Are you stress resilient?

  • Are you stress resilient?

I remember when I was a student and there were bursts of stress when we had a test. We’d procrastinate learning to the last minute and then try to cram it all in the day before the test. Major stress.

I remember when I was a teenager or in my early twenties and dating was stressful.

Other than that, I don’t think I had much stress.

Now things are different. It seems that stress is omnipresent, in every little corner of our every day lives.

We all need some stress in our lives. Otherwise we would not get up in the morning 🙂

However if our stress levels are not managed well, it can affect our health and well-being.

When stressed or in a stressful situation, it’s our adrenal glands that release hormones – adrenaline and cortisol – responsible for our ancient response mode of  ‘fight or flight’. We almost become animals and our muscles tense up, our heart starts to beat faster, we breathe harder, sweat more and our stomachs tighten up. When stress stops, these reactions disappear and things go back to normal.

If this alert and activated state continues however, it affects our body and health.

Usually our digestive system is the first to warn us when the passage of food can cause stomach cramps, diarrhoea, constipation or heartburn. Things often get worse because when stressed, we usually don’t have time for healthy meals either and the body thinks that it needs to continuously store fat so it can tackle the ongoing stress. And the vicious circle starts: blood sugar levels  fluctuate and we start having unhealthy food cravings.

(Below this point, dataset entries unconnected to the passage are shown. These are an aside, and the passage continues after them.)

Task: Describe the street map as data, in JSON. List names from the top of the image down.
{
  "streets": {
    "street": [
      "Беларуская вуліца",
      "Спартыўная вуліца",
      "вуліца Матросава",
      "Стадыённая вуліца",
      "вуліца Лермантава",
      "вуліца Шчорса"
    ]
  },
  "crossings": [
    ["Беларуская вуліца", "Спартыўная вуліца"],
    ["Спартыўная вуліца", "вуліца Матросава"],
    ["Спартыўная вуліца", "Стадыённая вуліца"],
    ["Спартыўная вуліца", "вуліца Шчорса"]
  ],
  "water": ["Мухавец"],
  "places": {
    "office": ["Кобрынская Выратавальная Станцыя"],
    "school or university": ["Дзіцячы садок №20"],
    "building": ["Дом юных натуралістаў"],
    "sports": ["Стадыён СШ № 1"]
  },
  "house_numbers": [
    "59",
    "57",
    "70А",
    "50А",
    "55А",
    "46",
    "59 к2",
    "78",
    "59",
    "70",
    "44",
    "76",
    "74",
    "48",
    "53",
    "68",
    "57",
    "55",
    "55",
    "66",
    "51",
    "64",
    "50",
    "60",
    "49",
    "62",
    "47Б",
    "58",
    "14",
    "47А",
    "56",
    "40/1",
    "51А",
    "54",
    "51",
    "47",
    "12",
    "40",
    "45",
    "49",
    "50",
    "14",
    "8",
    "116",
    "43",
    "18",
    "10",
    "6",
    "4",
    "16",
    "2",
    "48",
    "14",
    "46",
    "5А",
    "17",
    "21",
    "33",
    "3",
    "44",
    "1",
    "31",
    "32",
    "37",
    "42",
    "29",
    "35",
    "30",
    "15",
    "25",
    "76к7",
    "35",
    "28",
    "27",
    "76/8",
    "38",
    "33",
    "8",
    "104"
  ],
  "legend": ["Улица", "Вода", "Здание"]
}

Sometimes, when stressed, we feel something like the beginning of a cold. It’s those adrenal glands again. They produce our hormones and thus require a large amount of key vitamins and minerals to keep us going. When under stress however, the glands become depleted and make us feel run down and more prone to infections.

Stress can also cause us to be less in the mood for sex and disrupt our menstrual cycles.

Chronic stress really messes with how we think and feel and can even go as far as causing depression.

Stress is also the cause of anxiety, panic attacks, sleep disturbances etc.

So what can we do about it?

  1. Awareness:
    first you need to identify when and where stress levels are high.
  2. Plan:
    change your plans in order to include some more me-time, breaks, exercise, social interaction.
  3. Sleep:
    make sure you get enough sleep, switch off electronics 30 minutes before bedtime, relax, empty your head.
  4. Eat:
    feed your body well so that it can deal with stress. See below for a few tips on eating.

Eat your way out of stress:

  • Vitamin B: if you are feeling run down, stock up on your vitamin Bs (especially B5) which helps tackle stress levels. Sunflower seeds, avocado, salmon, mushrooms.
  • Protein: tackle your cravings by increasing protein which stabilises your blood sugar.
  • Vitamin C: adrenal glands are your biggest store for vitamin C. So in case of stress, help them out a bit. Eat colourful fruits, especially citrus, red pepper, kiwi and berries.
  • Minerals: they help your adrenal glands work correctly. Magnesium relaxes the body and nervous system. Eat leafy greens, brown rice, quinoa, beans, peanuts and almonds. Calcium, zinc, potassium are other minerals that are important. Eat beans, nuts and seeds, leafy greens, fish and shellfish.
  • Green tea is a very good stress-buster as it promotes relaxation and boosts concentration.
  • Fish: oily fish (salmon, sardines, mackerel, anchovies etc) are rich in omega-3 which can help reduce the effects of stress.
  • Probiotics: help your digestive system with probiotics or naturally by eating more yogurt, kefir, kombucha, kimchi or sauerkraut.
  • Herbs: add herbs to your food intake (as powder or supplement) to help you unwind and destress. Hops, passionflower, lemon balm, valerian in a tea for example. Improve your resilience with Rhodiola, ginseng, ashwagandha and cordyceps.
  • Chocolate: is known to reduce cortisol levels, but only if you opt for a little and the 70% and more dark chocolate or raw cacao.